Over the next few months major efforts were made to increase reliability, as well as add a second bank of memory to bring it to the full 512 words. Libraries added math functions for 12-, 24-, 36- and 48-bit math. A basic 12-bit addition took about 240 microseconds, multiplication about 18 milliseconds.

With the basic system up and running, attention turned to a "full sized" version. This machine would use a 44-bit word with 1,024 words of memory backed up with a 10,000 word magnetic drum to be supplied by Ferranti Canada. A new math unit would operate on an entire word in parallel, instead of bit-serial as with most machines of the era, dramatically improving performance so that an addition would take only 20 microseconds and a multiply about 200—faster than the prototype at addition even on its much smaller word size.

Success of the UTEC created intense demand within the Canadian research establishment to start construction of the full scale follow-on. The funding pool was increased to $300,000 to cover development and construction.

==FERUT==

While UTEC was being built, a similar machine was under construction at Manchester University, known as the "Baby". Once it started working the university signed an agreement with Ferranti (in the UK) to build a full-scale machine eventually known as the Mark I. The new machine was delivered to the university in February 1951, making it the first commercial computer, about one month earlier than the UNIVAC I was handed over to the US Census Bureau.

Ferranti had high hopes for further sales of the machine, and were happy when an order was placed by the British Atomic Energy Authority for delivery in autumn of 1952. However the government changed hands while the machine was being built, and all government contracts over £100,000 were cancelled outright. This left a partially completed Mark I sitting at Ferranti, who became interested in unloading it as soon as possible.

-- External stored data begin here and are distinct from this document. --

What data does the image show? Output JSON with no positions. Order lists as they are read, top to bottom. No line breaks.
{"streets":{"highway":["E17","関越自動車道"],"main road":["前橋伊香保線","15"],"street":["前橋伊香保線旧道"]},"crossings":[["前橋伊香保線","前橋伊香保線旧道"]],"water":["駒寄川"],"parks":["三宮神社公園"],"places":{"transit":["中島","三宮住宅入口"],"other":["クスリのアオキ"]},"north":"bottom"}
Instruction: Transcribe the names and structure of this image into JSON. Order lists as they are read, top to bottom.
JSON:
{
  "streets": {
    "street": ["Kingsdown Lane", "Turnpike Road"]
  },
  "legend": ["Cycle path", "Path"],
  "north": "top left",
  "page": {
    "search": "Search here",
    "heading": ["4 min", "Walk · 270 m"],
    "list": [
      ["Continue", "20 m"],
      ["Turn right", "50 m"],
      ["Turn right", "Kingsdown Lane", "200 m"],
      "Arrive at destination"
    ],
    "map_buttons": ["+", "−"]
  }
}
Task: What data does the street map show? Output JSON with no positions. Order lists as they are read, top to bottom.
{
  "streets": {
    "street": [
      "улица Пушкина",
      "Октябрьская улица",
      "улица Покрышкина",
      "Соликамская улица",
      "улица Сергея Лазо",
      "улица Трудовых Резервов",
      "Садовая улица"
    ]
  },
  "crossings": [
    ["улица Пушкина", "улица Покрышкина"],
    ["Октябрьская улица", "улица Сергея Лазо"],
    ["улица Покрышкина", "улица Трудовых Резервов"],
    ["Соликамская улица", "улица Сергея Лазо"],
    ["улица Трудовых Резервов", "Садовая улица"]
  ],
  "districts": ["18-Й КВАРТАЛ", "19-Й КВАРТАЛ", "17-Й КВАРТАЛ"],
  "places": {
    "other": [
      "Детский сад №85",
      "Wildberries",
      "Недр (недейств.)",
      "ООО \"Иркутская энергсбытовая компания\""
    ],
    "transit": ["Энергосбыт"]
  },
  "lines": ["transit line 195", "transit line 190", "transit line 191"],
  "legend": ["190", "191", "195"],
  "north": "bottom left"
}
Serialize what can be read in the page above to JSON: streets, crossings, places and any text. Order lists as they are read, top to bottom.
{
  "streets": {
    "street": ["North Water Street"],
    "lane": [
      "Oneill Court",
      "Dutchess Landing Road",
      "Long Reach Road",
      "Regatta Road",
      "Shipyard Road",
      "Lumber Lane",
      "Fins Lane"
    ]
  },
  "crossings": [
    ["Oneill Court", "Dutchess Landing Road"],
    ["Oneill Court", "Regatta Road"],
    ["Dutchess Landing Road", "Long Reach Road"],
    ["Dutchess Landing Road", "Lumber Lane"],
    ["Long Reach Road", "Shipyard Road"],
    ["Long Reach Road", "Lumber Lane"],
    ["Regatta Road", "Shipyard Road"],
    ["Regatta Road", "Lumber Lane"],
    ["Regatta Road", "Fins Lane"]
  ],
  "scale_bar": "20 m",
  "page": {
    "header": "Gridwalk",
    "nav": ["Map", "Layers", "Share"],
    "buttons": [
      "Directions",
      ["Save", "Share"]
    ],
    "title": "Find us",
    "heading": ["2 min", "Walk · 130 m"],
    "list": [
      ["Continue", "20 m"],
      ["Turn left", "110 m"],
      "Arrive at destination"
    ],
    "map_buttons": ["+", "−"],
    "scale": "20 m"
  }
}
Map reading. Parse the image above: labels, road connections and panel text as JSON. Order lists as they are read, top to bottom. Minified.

Word of the machine quickly reached the AECL, who suggested that they use the $300,000 set aside for the "new" UTEC to purchase the Mark I instead. The Computation Center considered the Mark I to be inferior to their own design and rejected it, notably because it used a serial math unit like their prototype and would thus be much slower.

The AECL was not terribly impressed but came up with a solution; if the Computation Center would buy the Mark I, another $150,000 would be made available to continue development of the UTEC, and an equal amount if they decided to actually build it. This sort of deal one does not refuse, and plans to ship the Mark I to Toronto were soon underway.

The machine arrived on April 30, 1952, at the time it was major news. Named Ferut (Ferranti, University of Toronto) by Worsley shortly before it arrived, it took the Ferranti engineers several months to set it up. Even then it became one of the first "large" machines to start operation in North America. Ferut would go on to be a major research system in Canada, being used by Ontario Hydro to calculate changes in water levels due to the opening of the St. Lawrence Seaway, various development of the groundbreaking ReserVec system with Ferranti Canada for Trans Canada Airlines, and even rental of time for commercial seismic data processing.

The arrival of the Ferut also spelled the death of the UTEC project. Even with the additional funding, most of the engineers quickly drifted to the Ferut machine.